– Post-Azerbaijan it looked very much like Sauber’s season – and possibly its whole future – was probably at an end. But as we closed for press a rescue deal was announced as current shareholder Longbow Finance S.A. completed a full acquisition of the team’s holding company. The transaction means that founder Peter Sauber steps down into retirement with immediate effect, while team principal and CEO Monisha Kaltenborn retains her role and remains on the board of directors. “I am very happy that my courageous investment to buy the team back [from BMW], which I made six years ago, with the intention to secure the base in Hinwil and the place in F1 has proved to be correct,” said Sauber.

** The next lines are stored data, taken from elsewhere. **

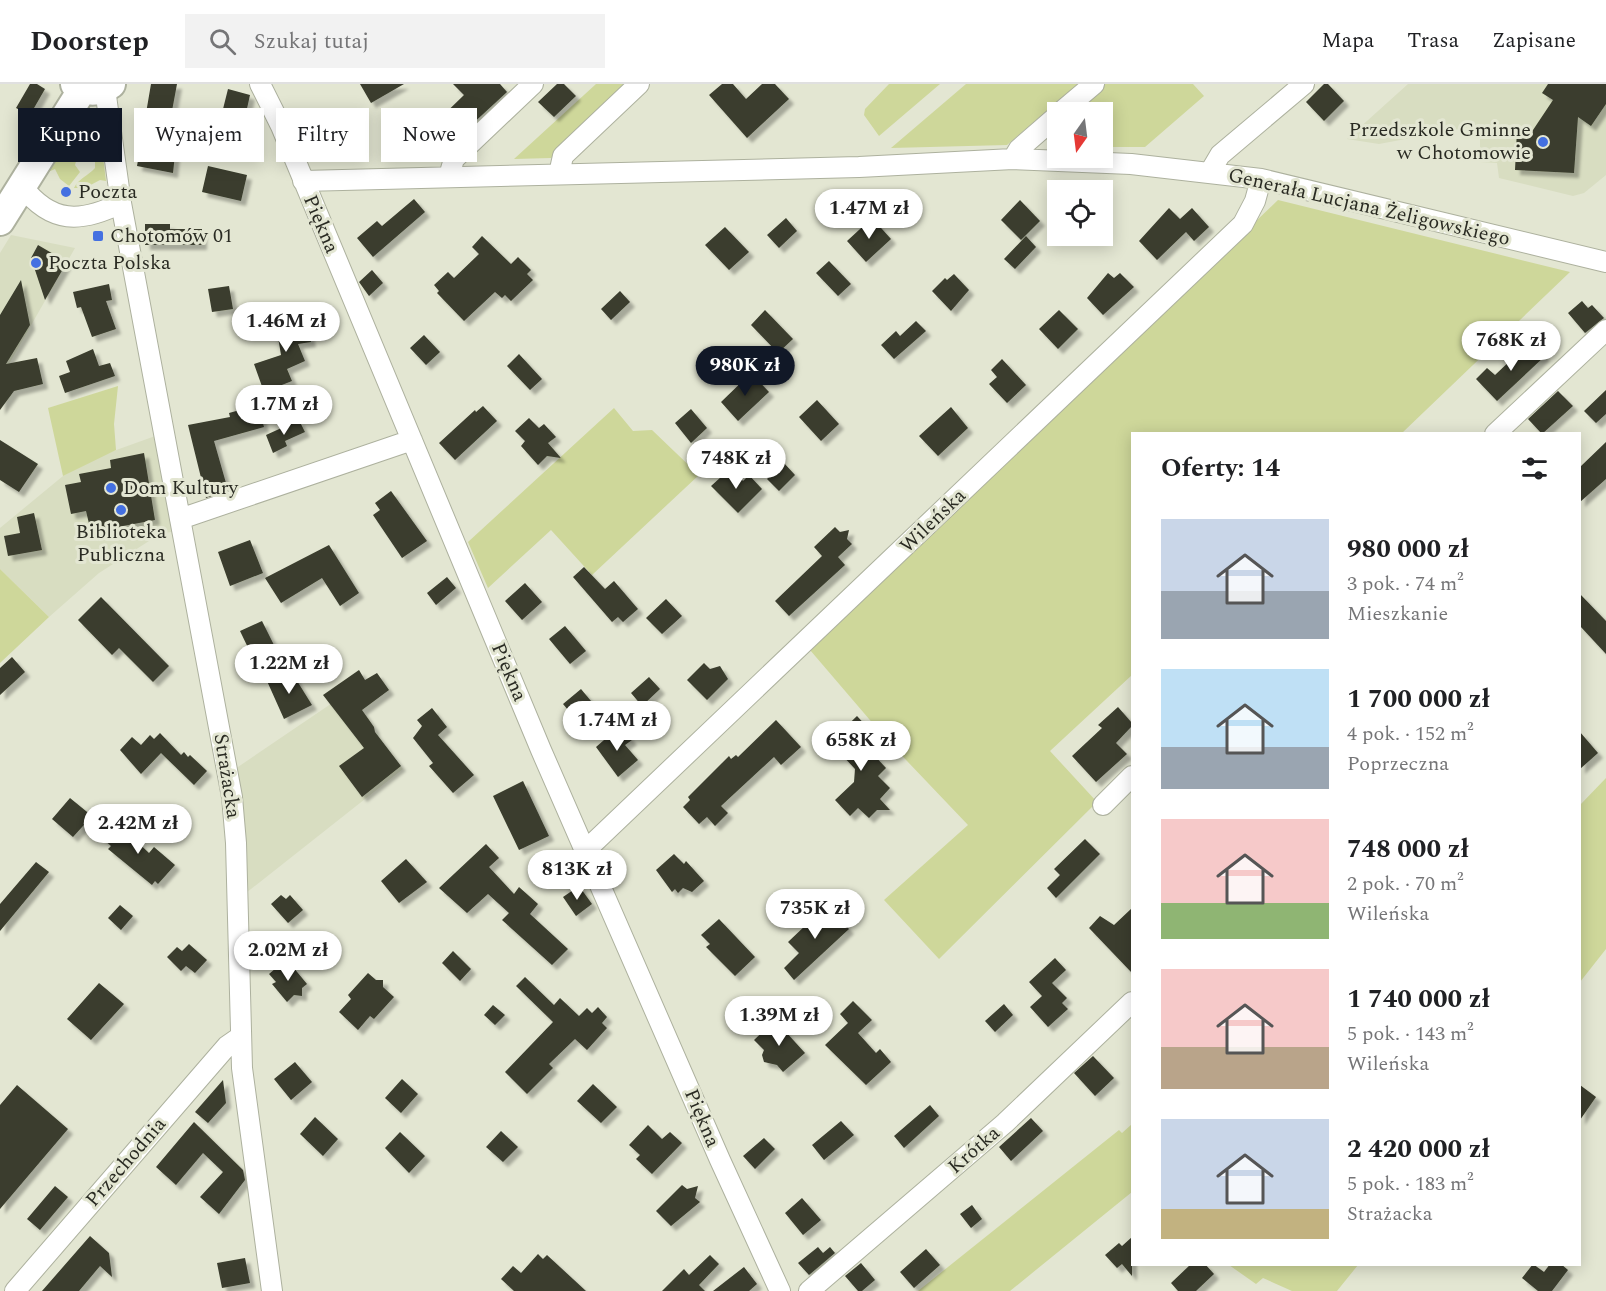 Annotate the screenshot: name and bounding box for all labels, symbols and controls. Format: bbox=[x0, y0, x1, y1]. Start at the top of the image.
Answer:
search box bbox=[185, 14, 605, 68]
text: Doorstep bbox=[30, 20, 149, 63]
icon: search bbox=[206, 25, 239, 58]
text: Szukaj tutaj bbox=[254, 25, 369, 58]
text: Mapa bbox=[1322, 25, 1374, 57]
text: Trasa bbox=[1407, 25, 1459, 57]
text: Zapisane bbox=[1492, 25, 1576, 57]
north arrow bbox=[1047, 102, 1113, 168]
map controls bbox=[1047, 102, 1113, 246]
chip: Kupno bbox=[18, 108, 122, 162]
chip: Wynajem bbox=[134, 108, 264, 162]
chip: Filtry bbox=[276, 108, 369, 162]
chip: Nowe bbox=[381, 108, 477, 162]
place label: Przedszkole Gminne w Chotomowie bbox=[1349, 115, 1531, 168]
marker: Przedszkole Gminne w Chotomowie bbox=[1536, 135, 1550, 149]
street label: Generała Lucjana Żeligowskiego bbox=[1225, 160, 1513, 254]
place label: Poczta bbox=[78, 177, 138, 207]
button: locate bbox=[1047, 180, 1113, 246]
marker: Poczta bbox=[59, 185, 73, 199]
pin: 1.47M zł bbox=[807, 189, 931, 240]
street label: Piękna bbox=[295, 190, 347, 258]
text: 1.47M zł bbox=[829, 193, 909, 223]
place label: Chotomów 01 bbox=[110, 221, 233, 251]
marker: Chotomów 01 bbox=[91, 229, 105, 243]
place label: Poczta Polska bbox=[48, 248, 171, 278]
marker: Poczta Polska bbox=[29, 256, 43, 270]
pin: 1.46M zł bbox=[224, 302, 348, 353]
text: 1.46M zł bbox=[246, 306, 326, 336]
pin: 768K zł bbox=[1456, 321, 1566, 372]
text: 768K zł bbox=[1476, 325, 1546, 355]
pin: 980K zł bbox=[690, 346, 800, 397]
text: 980K zł bbox=[710, 350, 780, 380]
pin: 1.7M zł bbox=[229, 385, 339, 436]
text: 1.7M zł bbox=[249, 389, 319, 419]
pin: 748K zł bbox=[681, 439, 791, 490]
text: 748K zł bbox=[701, 443, 771, 473]
text: Oferty: 14 bbox=[1161, 448, 1280, 488]
icon: filters bbox=[1518, 452, 1551, 485]
place label: Dom Kultury bbox=[123, 473, 240, 503]
marker: Dom Kultury bbox=[104, 481, 118, 495]
street label: Wileńska bbox=[893, 482, 973, 560]
marker: Biblioteka Publiczna bbox=[114, 503, 128, 517]
place label: Biblioteka Publiczna bbox=[76, 517, 167, 570]
text: 980 000 zł bbox=[1347, 529, 1469, 569]
icon: home bbox=[1209, 543, 1281, 615]
text: 3 pok. · 74 m² bbox=[1347, 569, 1464, 599]
text: Mieszkanie bbox=[1347, 599, 1448, 629]
street label: Piękna bbox=[483, 638, 535, 706]
pin: 1.22M zł bbox=[227, 644, 351, 695]
text: 1.22M zł bbox=[249, 648, 329, 678]
text: 1 700 000 zł bbox=[1347, 679, 1490, 719]
icon: home bbox=[1209, 693, 1281, 765]
pin: 1.74M zł bbox=[555, 701, 679, 752]
text: 1.74M zł bbox=[577, 705, 657, 735]
text: 4 pok. · 152 m² bbox=[1347, 719, 1474, 749]
pin: 658K zł bbox=[806, 721, 916, 772]
text: 658K zł bbox=[826, 725, 896, 755]
street label: Strażacka bbox=[205, 731, 249, 821]
text: Poprzeczna bbox=[1347, 749, 1449, 779]
pin: 2.42M zł bbox=[76, 804, 200, 855]
text: 2.42M zł bbox=[98, 808, 178, 838]
text: 748 000 zł bbox=[1347, 829, 1469, 869]
icon: home bbox=[1209, 843, 1281, 915]
pin: 813K zł bbox=[522, 850, 632, 901]
text: 813K zł bbox=[542, 854, 612, 884]
text: 2 pok. · 70 m² bbox=[1347, 869, 1464, 899]
pin: 735K zł bbox=[760, 889, 870, 940]
text: 735K zł bbox=[780, 893, 850, 923]
text: Wileńska bbox=[1347, 899, 1429, 929]
pin: 2.02M zł bbox=[226, 931, 350, 982]
text: 2.02M zł bbox=[248, 935, 328, 965]
text: 1 740 000 zł bbox=[1347, 979, 1490, 1019]
icon: home bbox=[1209, 993, 1281, 1065]
pin: 1.39M zł bbox=[717, 996, 841, 1047]
text: 1.39M zł bbox=[739, 1000, 819, 1030]
text: 5 pok. · 143 m² bbox=[1347, 1019, 1474, 1049]
text: Wileńska bbox=[1347, 1049, 1429, 1079]
street label: Piękna bbox=[676, 1084, 728, 1152]
street label: Przechodnia bbox=[78, 1110, 174, 1214]
street label: Krótka bbox=[941, 1119, 1007, 1181]
text: 2 420 000 zł bbox=[1347, 1129, 1490, 1169]
icon: home bbox=[1209, 1143, 1281, 1215]
text: 5 pok. · 183 m² bbox=[1347, 1169, 1474, 1199]
text: Strażacka bbox=[1347, 1199, 1432, 1229]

– Between the European and Austrian GPs Red Bull took up its option on Carlos Sainz for a further season, ostensibly still as a Toro Rosso driver. With the Ricciardo-Verstappen line-up at the senior Red Bull team looking settled for several years, leaving Sainz nowhere to graduate to regardless of how well he performs at Toro Rosso, he was interested in exploring options outside of the family and informal discussions are believed to have taken place with both Ferrari and Renault. Red Bull taking up its option didn’t necessarily kill these possibilities, but simply meant that any team wishing to employ him would have to negotiate a release from Red Bull – which it may or may not have agreed. Daniil Kvyat’s continuation with Toro Rosso was expected to be announced in the coming weeks.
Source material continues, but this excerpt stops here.